Most writers park scribbled scraps of story ideas, details and ideas for a story-in-progress, delightful descriptions (more about this further down), and other minutiae in a pile to deal with later. We might as well throw those scraps away, because they’re almost never used.
Now there’s a better way. Enter Evernote, the perfect place to store this stuff so you can find it and use it again later, even if you don’t recall that it’s there.
After three years, Evernote has become my digital brain annex. I keep all sorts of stuff there: blog post ideas, story ideas, scraps to use in future stories or handouts. I keep lists of contacts there, along with clipped web articles and recipes. I use it to keep notes of events I’m planning, To Do lists, and grocery lists. I used to make Word documents for a lot of these things, but they become hard to find and seem like overkill for very short scraps. Digital Sticky Notes are even worse.
Notebooks and tags make the Evernote difference. Notebooks are the equivalent of folders. You know the value of folders, and how quickly they fill up. Tags are a new advantage. I take the few seconds it takes to add descriptive tags for each new note so I can find it again, within the folder or .
Evernote is a great way to harvest those delightful descriptions I discuss in a guest post on Cate Russell-Cole’s blog excerpted from The Heart and Craft of Writing Compelling Description. That post tells you how to use a Word document for storing succulent snippets.
I still like and use the Word document so I can read the entire collection in one place. Now I copy each entry into a separate Evernote and tag it with author name and elements it illustrates. For example, one entry is tagged for sound, smell, dialogue, emotion, Linda Joy Myers, and Don’t Call Me Mother. I’ve made a Snips folder just for these notes, because these tags overlap with tags on other types of notes. The Evernote advantage here is that Word will sort only on the first word of the column. Evernote finds any tag, regardless of order.

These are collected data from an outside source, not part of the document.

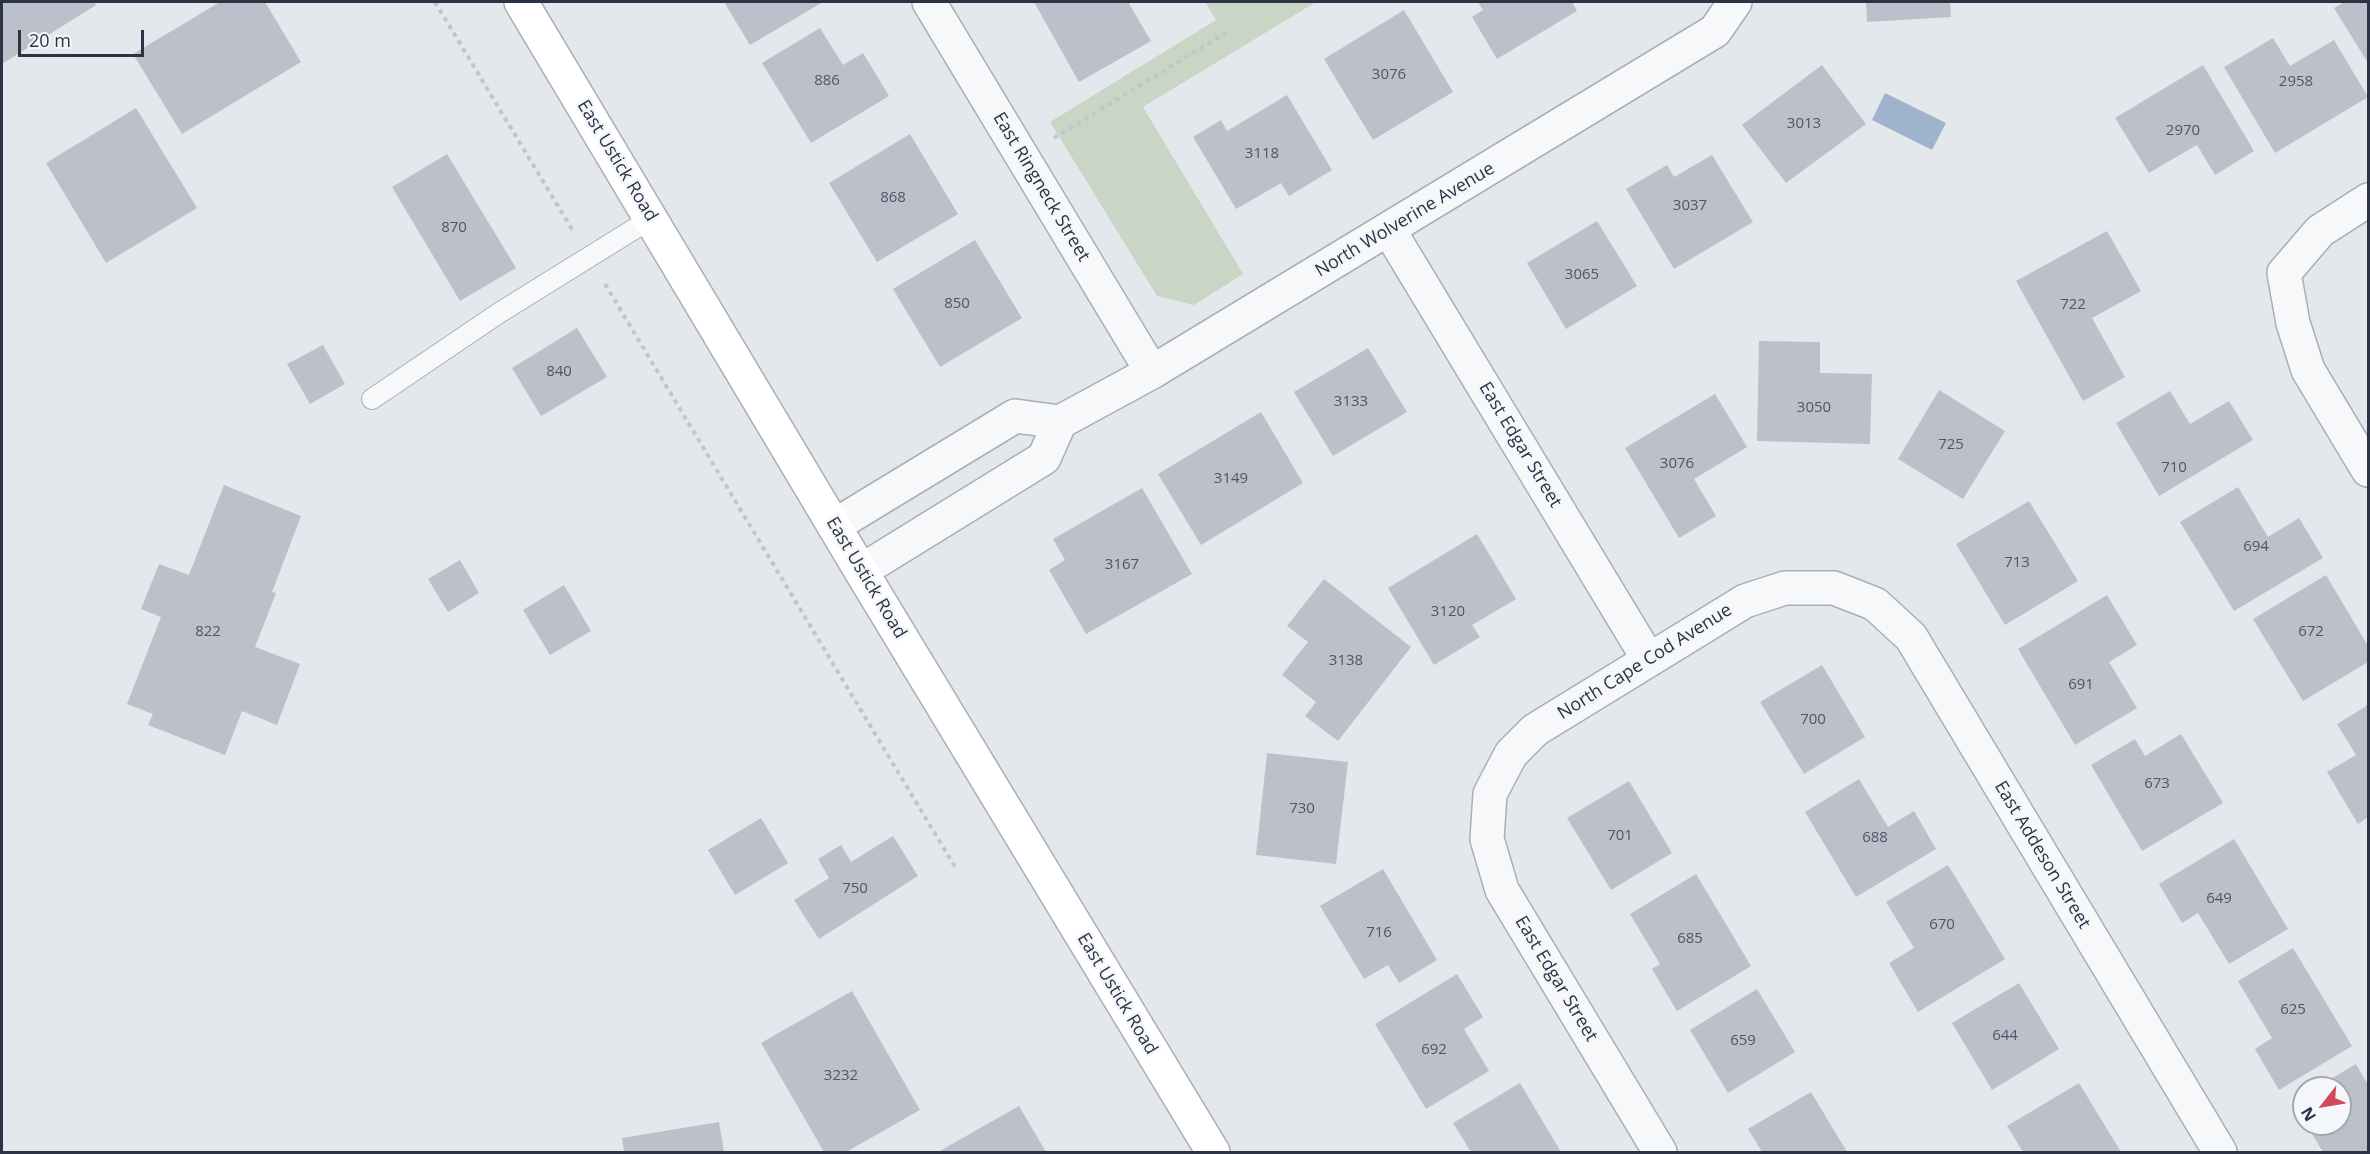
<!DOCTYPE html>
<style>
body{margin:0}
#map{position:relative;width:2370px;height:1154px;overflow:hidden;background:#e4e7ec;font-family:"Open Sans",sans-serif}
canvas{display:block}
.frame{position:absolute;inset:0;border:3px solid #2b3445;pointer-events:none}
.north{position:absolute;left:2292px;top:1076px;width:60px;height:60px;box-sizing:border-box;background:#f4f6f9;border:2px solid #a4a8b1;border-radius:50%;rotate:239deg;font-size:16px;font-weight:700;line-height:24px;text-align:center;color:#2b3445}
.north::after{content:'';display:block;margin:auto;width:21px;height:27px;background:#d1495b;clip-path:polygon(50% 0,100% 100%,50% 72%,0 100%)}
.scale{position:absolute;left:18px;top:30px;width:126px;height:27px;box-sizing:border-box;border:3px solid #2b3445;border-top:0;padding-left:8px;font-size:18px;line-height:21px;white-space:nowrap;color:#2b3445;-webkit-text-stroke:4px #f4f6f9;paint-order:stroke}
</style>
<div id="map">
<canvas width="2370" height="1154"></canvas>
<div class="frame"></div>
<div class="north">N</div>
<div class="scale">20 m</div>
</div>
<script>
const ctx = document.querySelector('canvas').getContext('2d');
ctx.lineJoin = 'round';
function paint(path, color) { ctx.fillStyle = color; ctx.fill(path, 'evenodd'); }
function stroke(path, color, width, dash) { ctx.strokeStyle = color; ctx.lineWidth = width; ctx.lineCap = dash ? 'butt' : 'round'; ctx.setLineDash(dash || []); ctx.stroke(path); }
function label(font, color, halo, rows, align = 'center') {
  ctx.font = font + ' "Open Sans",sans-serif'; ctx.lineWidth = 5; ctx.setLineDash([]); ctx.textBaseline = 'middle'; ctx.strokeStyle = halo; ctx.fillStyle = color; for (const [text, x, y, turn = 0] of rows) {
    ctx.save(); ctx.translate(x, y); ctx.rotate((+turn || 0) * Math.PI / 180); ctx.textAlign = isNaN(turn) ? turn : align; if (halo) ctx.strokeText(text, 0, 0); ctx.fillText(text, 0, 0); ctx.restore();
  }
}
paint(new Path2D(`
 M1205,2H1316L1143,107L1243,274L1194,305L1157,296L1050,122L1216,20Z`), '#c9d6c5');
paint(new Path2D(`
 M1885,93L1946,123L1932,150L1872,120Z`), '#9fb4cc');
paint(new Path2D(`
 M2,2H94L96,5L2,64Z
 M220,2H265L301,62L182,134L133,54Z
 M724,2H823L750,45Z
 M1034,2H1128L1151,41L1079,82Z
 M1478,2H1572L1577,11L1497,59L1472,17L1483,10Z
 M1866,2H1950L1951,17L1867,22Z
 M2345,2H2368V63L2334,8Z
 M1404,10L1453,92L1373,140L1324,59Z
 M820,28L843,65L863,53L889,96L811,143L762,63Z
 M2273,38L2290,66L2334,40L2368,97L2275,153L2224,67Z
 M1822,65L1866,124L1786,183L1742,125Z
 M2203,65L2254,151L2215,175L2197,145L2149,173L2115,118Z
 M1287,95L1332,170L1289,196L1281,183L1236,209L1193,137L1221,120L1227,131Z
 M136,108L197,208L106,263L46,163Z
 M910,134L958,214L877,262L829,183Z
 M447,154L516,268L460,301L392,187Z
 M1712,155L1753,222L1674,269L1626,189L1667,165L1674,177Z
 M1597,221L1637,286L1566,329L1527,263Z
 M2107,231L2141,291L2092,318L2125,377L2083,401L2016,281Z
 M975,240L1022,318L940,367L893,289Z
 M577,328L607,377L541,416L512,368Z
 M1759,341L1820,342V373L1872,374L1870,444L1757,441Z
 M323,345L345,384L310,404L287,364Z
 M1368,348L1407,412L1333,456L1294,392Z
 M1939,390L2005,431L1963,499L1898,459Z
 M2170,391L2190,424L2229,401L2253,440L2159,496L2116,423Z
 M1715,394L1747,447L1694,479L1716,516L1679,538L1625,448Z
 M1261,412L1303,483L1201,545L1158,474Z
 M224,485L301,516L272,592L276,593L255,647L300,664L277,725L242,711L225,755L148,725L153,714L127,704L161,617L141,609L159,564L189,575Z
 M2238,487L2268,537L2299,518L2323,558L2234,611L2180,522Z
 M1142,488L1192,574L1086,634L1049,570L1065,560L1053,539Z
 M2029,501L2078,581L2005,625L1956,544Z
 M1477,534L1516,599L1472,625L1480,637L1434,665L1388,588Z
 M460,560L479,593L448,612L428,579Z
 M2326,575L2368,646V662L2303,701L2253,619Z
 M1324,579L1411,647L1338,741L1305,716L1316,702L1282,675L1308,642L1287,626Z
 M564,585L591,631L550,655L523,610Z
 M2107,595L2137,645L2109,662L2137,708L2075,745L2018,649Z
 M1822,665L1865,737L1804,774L1760,702Z
 M2368,705V817L2358,824L2327,772L2356,755L2337,724Z
 M2181,734L2223,803L2142,851L2091,765L2135,739L2145,756Z
 M1267,753L1348,762L1336,864L1256,855Z
 M1859,779L1888,827L1914,811L1936,849L1856,897L1805,812Z
 M1629,781L1672,853L1611,890L1567,818Z
 M761,818L788,863L735,895L708,850Z
 M893,836L918,876L819,939L794,900L829,878L818,859L841,845L851,862Z
 M2234,839L2288,929L2229,964L2198,913L2182,923L2159,884Z
 M1948,865L2005,959L1918,1012L1889,963L1914,948L1886,902Z
 M1383,869L1437,960L1399,983L1388,965L1364,979L1320,906Z
 M1696,874L1751,966L1677,1011L1652,969L1660,964L1630,914Z
 M2293,948L2352,1046L2279,1090L2255,1049L2272,1038L2238,981Z
 M1457,974L1483,1017L1464,1029L1489,1071L1426,1109L1375,1024Z
 M2019,983L2059,1049L1992,1090L1952,1023Z
 M1757,989L1795,1052L1728,1093L1690,1030Z
 M852,991L920,1110L846,1152H824L761,1043Z
 M2356,1064L2368,1085V1152H2323L2306,1124H2340V1088H2316Z
 M1520,1083L1561,1152H1471L1453,1123Z
 M2079,1083L2121,1152H2023L2007,1126Z
 M1811,1092L1847,1152H1762L1748,1129Z
 M2304,1095V1120L2293,1102Z
 M1019,1106L1046,1152H938Z
 M719,1122L724,1152H624L622,1138Z`), '#bbc0ca');
const service = new Path2D(`
 M372,399L499,313L652,218`);
const minor = new Path2D(`
 M929,2L1152,372
 M2368,200L2320,231L2284,273L2293,323L2308,370L2368,470
 M1389,230L1649,660
 M1060,422L1152,372L1715,31L1735,2
 M834,526L1015,416L1060,422L1044,458L861,571
 M1660,1152L1502,890L1487,839L1490,794L1511,754L1535,730L1745,601L1785,588H1834L1875,604L1911,637L2220,1152`);
const secondary = new Path2D(`
 M521,2L861,571L1213,1152`);
stroke(service, '#a9aeb7', 22);
stroke(minor, '#a9aeb7', 36);
stroke(secondary, '#a9aeb7', 36);
stroke(new Path2D(`
 M435,2L573,231
 M1054,138L1227,32
 M605,284L955,867`), '#c2c5cb', 4, [4.5, 4.5]);
stroke(service, '#f7f8fa', 20);
stroke(minor, '#f7f8fa', 33);
stroke(secondary, '#fff', 33);
label('15px', '#4f5766', null, [
 ["3076",1389,75],
 ["886",827,81],
 ["2958",2296,82],
 ["3013",1804,124],
 ["2970",2183,131],
 ["3118",1262,154],
 ["868",893,198],
 ["3037",1690,206],
 ["870",454,228],
 ["3065",1582,275],
 ["850",957,304],
 ["722",2073,305],
 ["840",559,372],
 ["3133",1351,402],
 ["3050",1814,408],
 ["725",1951,445],
 ["3076",1677,464],
 ["710",2174,468],
 ["3149",1231,479],
 ["694",2256,547],
 ["713",2017,563],
 ["3167",1122,565],
 ["3120",1448,612],
 ["822",208,632],
 ["672",2311,632],
 ["3138",1346,661],
 ["691",2081,685],
 ["700",1813,720],
 ["673",2157,784],
 ["730",1302,809],
 ["701",1620,836],
 ["688",1875,838],
 ["750",855,889],
 ["649",2219,899],
 ["670",1942,925],
 ["716",1379,933],
 ["685",1690,939],
 ["625",2293,1010],
 ["644",2005,1036],
 ["659",1743,1041],
 ["692",1434,1050],
 ["3232",841,1076]
]);
label('18px', '#2b3445', '#f4f6f9', [
 ["East Ustick Road",617,161,59],
 ["East Ringneck Street",1041,187,59],
 ["North Wolverine Avenue",1405,220,-31],
 ["East Edgar Street",1520,445,59],
 ["East Ustick Road",866,578,59],
 ["North Cape Cod Avenue",1645,662,-32],
 ["East Addeson Street",2042,855,59],
 ["East Edgar Street",1556,979,59],
 ["East Ustick Road",1117,994,59]
]);
</script>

Another example is found in my Thought Scraps folder where I keep random notes related to writing. I’ll soon use one note there to write a review of Dinty Moore’s memoir, The Accidental Buddhist. I added these tags: Dinty Moore, Buddhist, Buddhism, Memoir, Book Review. I may not remember any given one of these, but the variety makes it easy to find right away, for this and other purposes. If I enter Dinty Moore in the search field on the main Evernote window, it will pop right up, even if I’m not in the Thought Scraps notebook.
The feature that sold me on Evernote is its sync-ability. It works on any platform (except Linux) and device and syncs through the Evernote cloud from one device to another. So I can make a note on my laptop and find it on my iPad or desktop computer. If I’m away from my own machines, I can log onto the Evernote Website and find things online.
The very best feature is that it’s free. Each month you get an allotment of xx additional gigs of storage space. If you store lots of photos or music (yes, you can do that too), you can upgrade to a paid account. You can send notes directly from Evernote by email.
What’s not to like about all this? Give it a try. Move in gradually as I did. I predict you’ll soon be addicted as I am.
Write now: Click over to the Evernote site and browse through all the features. Set up an account, install it on your computer, your smart phone, and whatever else you use. Install the web clipper extension in your browser and save this post as a note to try it out and start building your own digital brain annex.
Disclaimer: I wrote this review because I love the product. I am not receiving any incentives or free product to do so.